(Exercise prompt)
Only one stretch of the data is wanted: the line containing "flex:none; width:38px; height:38px;", the line containing "display:grid; place-items:center; width:70px;", and every line between them, copied exactly.

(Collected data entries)
-- -- --

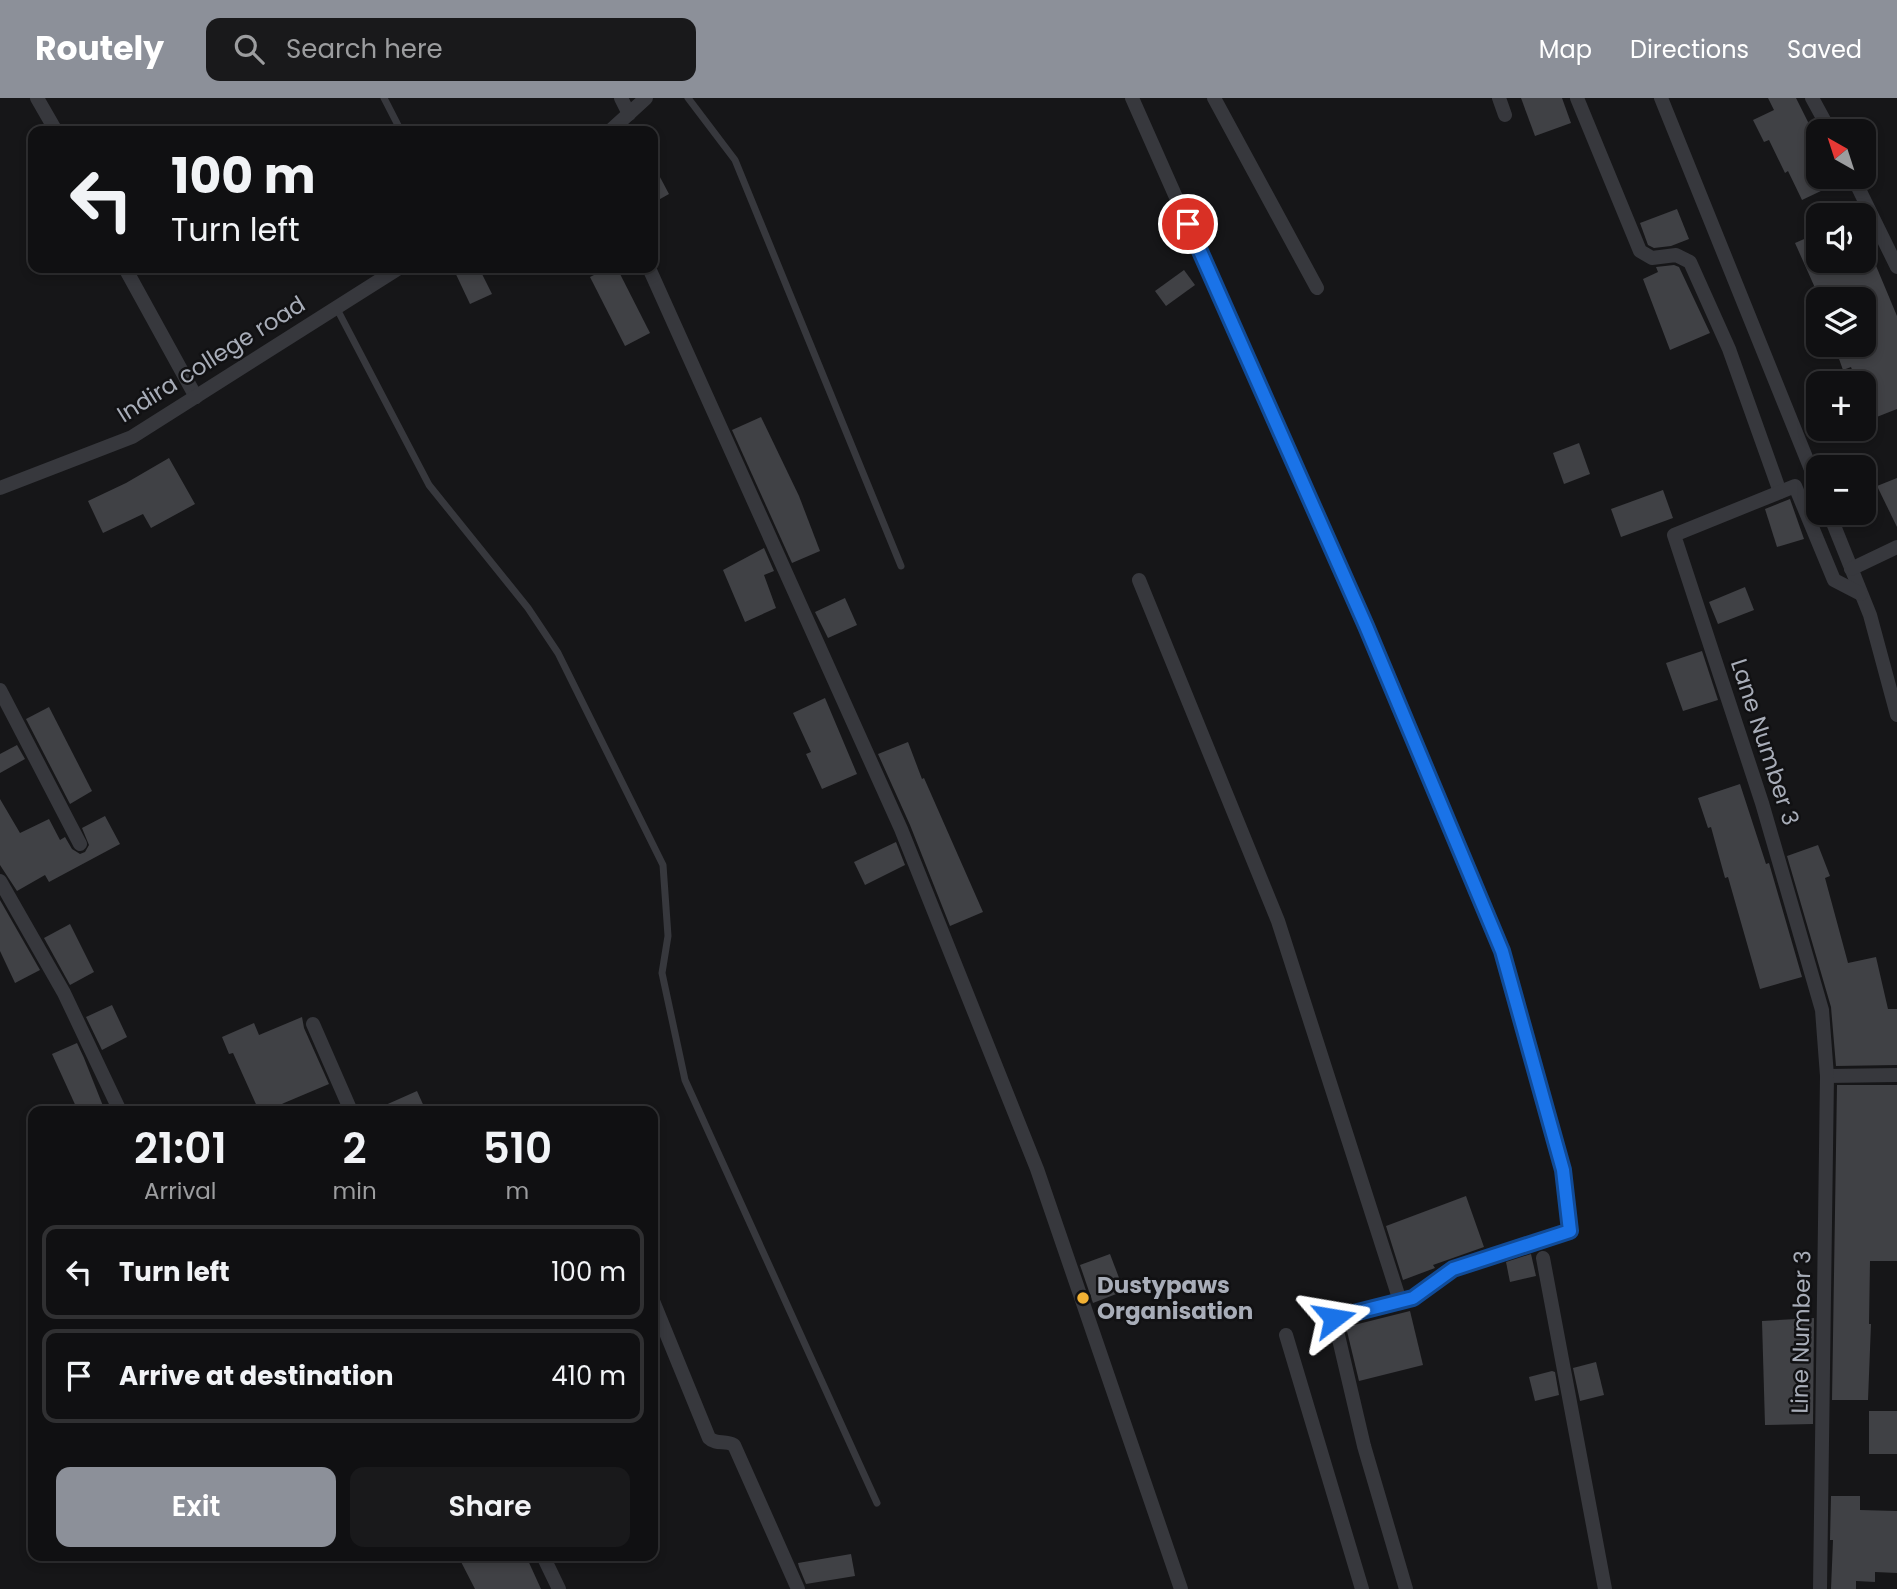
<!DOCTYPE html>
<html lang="en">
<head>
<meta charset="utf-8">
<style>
	:root { --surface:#101012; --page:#19191b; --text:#f1f3f6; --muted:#9c9d9f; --line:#303032; --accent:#8c9099 }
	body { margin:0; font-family:Poppins,sans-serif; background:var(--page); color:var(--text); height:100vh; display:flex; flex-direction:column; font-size:26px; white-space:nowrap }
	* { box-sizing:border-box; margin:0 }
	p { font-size:23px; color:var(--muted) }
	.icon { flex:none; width:38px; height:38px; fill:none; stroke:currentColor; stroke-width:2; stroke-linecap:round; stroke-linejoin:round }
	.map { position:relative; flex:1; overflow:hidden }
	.sheet { position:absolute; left:28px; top:1008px; width:630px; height:455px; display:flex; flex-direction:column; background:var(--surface); border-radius:14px; box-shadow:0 4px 10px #0003,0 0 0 2px var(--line) }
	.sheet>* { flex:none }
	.hud { position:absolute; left:28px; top:28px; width:630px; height:147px; border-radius:14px; box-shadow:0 4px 10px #0003,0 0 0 2px var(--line); background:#101012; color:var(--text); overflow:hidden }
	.needle { width:46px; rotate:321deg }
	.buttons { position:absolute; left:1806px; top:21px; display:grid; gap:14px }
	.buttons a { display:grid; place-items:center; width:70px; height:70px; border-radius:14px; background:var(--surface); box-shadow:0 4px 10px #0003,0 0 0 2px var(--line); font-size:35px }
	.pin { position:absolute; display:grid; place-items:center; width:60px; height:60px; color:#fff; margin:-30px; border:4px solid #fff; border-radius:50%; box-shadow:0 2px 7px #0007 }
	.me { position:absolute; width:77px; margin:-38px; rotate:76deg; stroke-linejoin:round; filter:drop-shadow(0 0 5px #0008) }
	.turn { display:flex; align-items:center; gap:24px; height:147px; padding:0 28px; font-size:32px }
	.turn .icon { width:91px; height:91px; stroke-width:2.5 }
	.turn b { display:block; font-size:49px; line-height:60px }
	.eta { display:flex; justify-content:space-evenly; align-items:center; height:119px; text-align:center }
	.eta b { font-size:42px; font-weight:600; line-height:49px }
	.button { display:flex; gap:14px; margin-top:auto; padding:14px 28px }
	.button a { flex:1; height:80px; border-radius:14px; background:var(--accent); color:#fff; font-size:28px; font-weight:600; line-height:80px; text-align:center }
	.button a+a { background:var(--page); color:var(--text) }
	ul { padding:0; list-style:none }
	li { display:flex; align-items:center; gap:21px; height:94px; margin:0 14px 10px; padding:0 14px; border:4px solid var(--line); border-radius:14px }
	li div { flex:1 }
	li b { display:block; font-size:26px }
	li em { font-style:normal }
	header { display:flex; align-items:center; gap:42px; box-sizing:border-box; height:98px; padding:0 35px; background:var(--accent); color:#fff }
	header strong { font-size:33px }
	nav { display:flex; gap:38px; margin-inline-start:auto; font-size:24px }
	.search { width:490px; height:63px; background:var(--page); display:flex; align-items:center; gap:18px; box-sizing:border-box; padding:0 24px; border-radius:14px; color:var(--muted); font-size:26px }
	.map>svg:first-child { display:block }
	.building { fill:#404145 }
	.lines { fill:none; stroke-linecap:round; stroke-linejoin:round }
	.lane { stroke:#37383d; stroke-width:7 }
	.street { stroke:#37383d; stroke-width:14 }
	.route-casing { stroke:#114b97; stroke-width:18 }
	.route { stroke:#1a73e8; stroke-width:12 }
	.poi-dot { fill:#f2b134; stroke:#111113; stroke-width:2.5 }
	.labels { text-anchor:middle; stroke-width:5; stroke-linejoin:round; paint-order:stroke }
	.street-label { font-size:23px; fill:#a8adb8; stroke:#111113 }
	.poi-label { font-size:23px; font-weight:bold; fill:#a8adb8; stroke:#111113; text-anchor:start }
</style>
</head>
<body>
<header>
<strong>Routely</strong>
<div class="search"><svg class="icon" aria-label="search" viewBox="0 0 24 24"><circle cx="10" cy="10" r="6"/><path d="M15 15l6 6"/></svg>Search here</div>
<nav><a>Map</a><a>Directions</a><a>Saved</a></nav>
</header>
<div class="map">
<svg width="1897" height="1491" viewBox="0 0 1897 1491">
	<rect width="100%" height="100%" fill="#161618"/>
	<g class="building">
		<path d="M1521,0H1562L1571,25L1535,38Z"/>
		<path d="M1768,0H1796L1813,34L1818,32V79H1843L1844,82L1802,102L1788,73L1785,75L1769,42L1764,44L1753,22L1774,12Z"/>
		<path d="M653,66L669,96L653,105Z"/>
		<path d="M1677,111L1689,141L1671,148L1654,150L1648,147L1640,125Z"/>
		<path d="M1811,138L1818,154V163H1822L1825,169L1839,163H1874L1897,218V311L1864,324V285H1857L1851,269L1843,272L1834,247H1864V201H1820L1795,145Z"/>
		<path d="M1674,167L1679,169L1710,235L1670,252L1643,181L1658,174L1656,169Z"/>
		<path d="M453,170H479L492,196L470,206Z"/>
		<path d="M608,170H617L650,235L625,248L590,179Z"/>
		<path d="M1184,172L1195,187L1166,208L1155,193Z"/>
		<path d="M761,319L799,398L820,453L792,465L732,332Z"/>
		<path d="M1579,345L1590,376L1564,386L1553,355Z"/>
		<path d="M169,360L195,406L151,430L143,416L103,435L88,403L126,385Z"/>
		<path d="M1897,380V429L1877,388Z"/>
		<path d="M1663,392L1673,420L1621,439L1611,411Z"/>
		<path d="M1790,401L1804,441L1777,449L1765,411Z"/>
		<path d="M764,450L774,473L764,477L776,510L745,524L723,472Z"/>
		<path d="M1745,489L1754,512L1718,526L1709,504Z"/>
		<path d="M845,500L857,527L828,540L815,514Z"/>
		<path d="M1702,553L1718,602L1683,613L1666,565Z"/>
		<path d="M825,600L857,676L822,691L806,656L811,654L793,615Z"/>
		<path d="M49,609L92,693L70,706L26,621Z"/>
		<path d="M908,644L922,681L924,680L983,814L950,828L910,727L878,656Z"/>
		<path d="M17,647L25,661L0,675V656Z"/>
		<path d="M1740,686L1766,766L1769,765L1802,879L1760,891L1728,779L1725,780L1711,729L1708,730L1698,700Z"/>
		<path d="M0,701L20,735L49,721L60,742L65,739L72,751L80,756L85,754L89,747L82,730L105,718L120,746L49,784L45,777L17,793L0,767Z"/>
		<path d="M896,744L905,767L865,787L854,764Z"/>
		<path d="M1818,747L1830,778L1825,780L1848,865L1876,859L1888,911H1897V967L1836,968L1831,909L1787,758Z"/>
		<path d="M0,802L40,872L15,885L0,853Z"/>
		<path d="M70,826L94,874L70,887L44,840Z"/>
		<path d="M112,907L127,939L102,952L86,919Z"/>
		<path d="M302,919L304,930L329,986L284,1005L282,1006L285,1013H259L233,955L229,956L222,939L254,925L259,937Z"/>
		<path d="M77,945L84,960L105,1013H78L52,956Z"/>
		<path d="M1837,987H1897V1163H1870L1869,1226H1871L1868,1302H1832Z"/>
		<path d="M417,993L426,1013H372Z"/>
		<path d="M1466,1098L1484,1149L1433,1167L1435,1170L1403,1182L1386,1128Z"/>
		<path d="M1110,1156L1124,1193L1093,1205L1080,1167Z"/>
		<path d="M1531,1156L1536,1178L1510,1184L1506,1164Z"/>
		<path d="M1410,1213L1423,1267L1359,1283L1346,1229Z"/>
		<path d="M1814,1220L1813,1326L1765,1327L1762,1223Z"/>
		<path d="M1596,1264L1604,1297L1580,1303L1573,1270Z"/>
		<path d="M1552,1273L1555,1274L1559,1297L1535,1303L1529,1279Z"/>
		<rect x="1869" y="1313" width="28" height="43"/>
		<path d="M1831,1398H1860V1412L1897,1413V1475L1875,1474V1484L1856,1483V1491H1831L1833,1442H1830Z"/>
		<path d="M851,1456L855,1478L806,1486L799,1469L798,1465Z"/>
		<path d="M458,1458H526L541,1491H475Z"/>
	</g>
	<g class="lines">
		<g class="lane">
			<path d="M384,0L401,33"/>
			<path d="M688,0L735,62L901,468"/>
			<path d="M336,209L429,387L528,510L558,555L663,767L668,838L662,875L685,982L877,1405"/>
		</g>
		<g class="street">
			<path d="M37,0L56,33"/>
			<path d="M621,0L629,16"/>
			<path d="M1132,0L1366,528L1502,853L1563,1072L1570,1133L1453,1171L1413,1200L1334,1220L1364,1348L1406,1491"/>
			<path d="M1214,0L1317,190"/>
			<path d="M1499,0L1505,17"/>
			<path d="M1577,0L1640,153L1652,160L1676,157L1690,164L1729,251L1780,394"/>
			<path d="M1661,0L1818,389"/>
			<path d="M1812,0L1830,33"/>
			<path d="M610,33L646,0"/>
			<path d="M1853,79L1897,169"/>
			<path d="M125,170L196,299"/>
			<path d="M649,170L901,731L1037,1071L1181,1491"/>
			<path d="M0,390L132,339L399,170"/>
			<path d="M1829,415L1870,517L1897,617"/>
			<path d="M1851,471L1897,449"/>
			<path d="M1139,482L1278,823L1400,1203"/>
			<path d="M0,592L80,746"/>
			<path d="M0,783L64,895L120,1013"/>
			<path d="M313,926L351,1013"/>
			<path d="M1827,978L1897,977"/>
			<path d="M1543,1160L1605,1491"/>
			<path d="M653,1203L709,1340C716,1347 725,1342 734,1347L798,1491"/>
			<path d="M1286,1237L1362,1491"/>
			<path d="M543,1458L559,1491"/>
			<path d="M1820,1491L1827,978L1822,912L1762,705L1674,437L1795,388L1834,482L1861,496"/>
		</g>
	</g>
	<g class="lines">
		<g class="route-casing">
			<path id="route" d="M1188,126L1366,528L1502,853L1563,1072L1570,1133L1453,1171L1413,1200L1334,1220"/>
		</g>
		<use href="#route" class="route"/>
	</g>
	<circle class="poi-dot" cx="1083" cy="1200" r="7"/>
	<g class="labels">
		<g class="street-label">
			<text transform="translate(211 261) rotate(-32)" y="8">Indira college road</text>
			<text transform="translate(1765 644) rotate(72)" y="8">Lane Number 3</text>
			<text transform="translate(1801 1234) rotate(-89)" y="8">Line Number 3</text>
		</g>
		<g class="poi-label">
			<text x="1097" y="1195">Dustypaws<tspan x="1097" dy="26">Organisation</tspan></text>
		</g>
	</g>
</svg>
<div class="buttons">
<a><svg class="needle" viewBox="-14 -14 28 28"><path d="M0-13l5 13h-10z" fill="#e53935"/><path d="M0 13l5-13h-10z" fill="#9c9d9f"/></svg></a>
<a><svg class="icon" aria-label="sound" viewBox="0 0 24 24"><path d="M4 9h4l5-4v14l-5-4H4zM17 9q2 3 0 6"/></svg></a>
<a><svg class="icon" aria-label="layers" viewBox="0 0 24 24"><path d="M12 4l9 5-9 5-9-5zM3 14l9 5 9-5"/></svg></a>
<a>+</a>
<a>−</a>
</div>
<div class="pin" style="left:1188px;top:126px;background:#d93025"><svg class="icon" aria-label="arrive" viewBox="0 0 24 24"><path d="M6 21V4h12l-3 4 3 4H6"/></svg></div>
<svg class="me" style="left:1334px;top:1220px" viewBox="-20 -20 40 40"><path d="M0-17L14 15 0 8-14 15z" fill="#1a73e8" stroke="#fff" stroke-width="4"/></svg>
<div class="hud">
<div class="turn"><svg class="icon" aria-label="left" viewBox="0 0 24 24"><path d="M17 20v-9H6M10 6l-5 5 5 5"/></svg><div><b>100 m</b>Turn left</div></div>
</div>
<section class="sheet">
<div class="eta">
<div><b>21:01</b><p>Arrival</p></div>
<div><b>2</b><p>min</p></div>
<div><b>510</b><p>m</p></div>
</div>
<ul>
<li><svg class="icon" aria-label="left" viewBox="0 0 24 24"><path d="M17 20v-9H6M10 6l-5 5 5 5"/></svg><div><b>Turn left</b></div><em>100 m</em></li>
<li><svg class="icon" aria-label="arrive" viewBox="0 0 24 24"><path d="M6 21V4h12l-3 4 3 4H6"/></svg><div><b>Arrive at destination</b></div><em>410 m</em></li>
</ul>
<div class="button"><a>Exit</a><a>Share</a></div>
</section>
</div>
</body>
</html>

-- -- --

(Final answer)
	.icon { flex:none; width:38px; height:38px; fill:none; stroke:currentColor; stroke-width:2; stroke-linecap:round; stroke-linejoin:round }
	.map { position:relative; flex:1; overflow:hidden }
	.sheet { position:absolute; left:28px; top:1008px; width:630px; height:455px; display:flex; flex-direction:column; background:var(--surface); border-radius:14px; box-shadow:0 4px 10px #0003,0 0 0 2px var(--line) }
	.sheet>* { flex:none }
	.hud { position:absolute; left:28px; top:28px; width:630px; height:147px; border-radius:14px; box-shadow:0 4px 10px #0003,0 0 0 2px var(--line); background:#101012; color:var(--text); overflow:hidden }
	.needle { width:46px; rotate:321deg }
	.buttons { position:absolute; left:1806px; top:21px; display:grid; gap:14px }
	.buttons a { display:grid; place-items:center; width:70px; height:70px; border-radius:14px; background:var(--surface); box-shadow:0 4px 10px #0003,0 0 0 2px var(--line); font-size:35px }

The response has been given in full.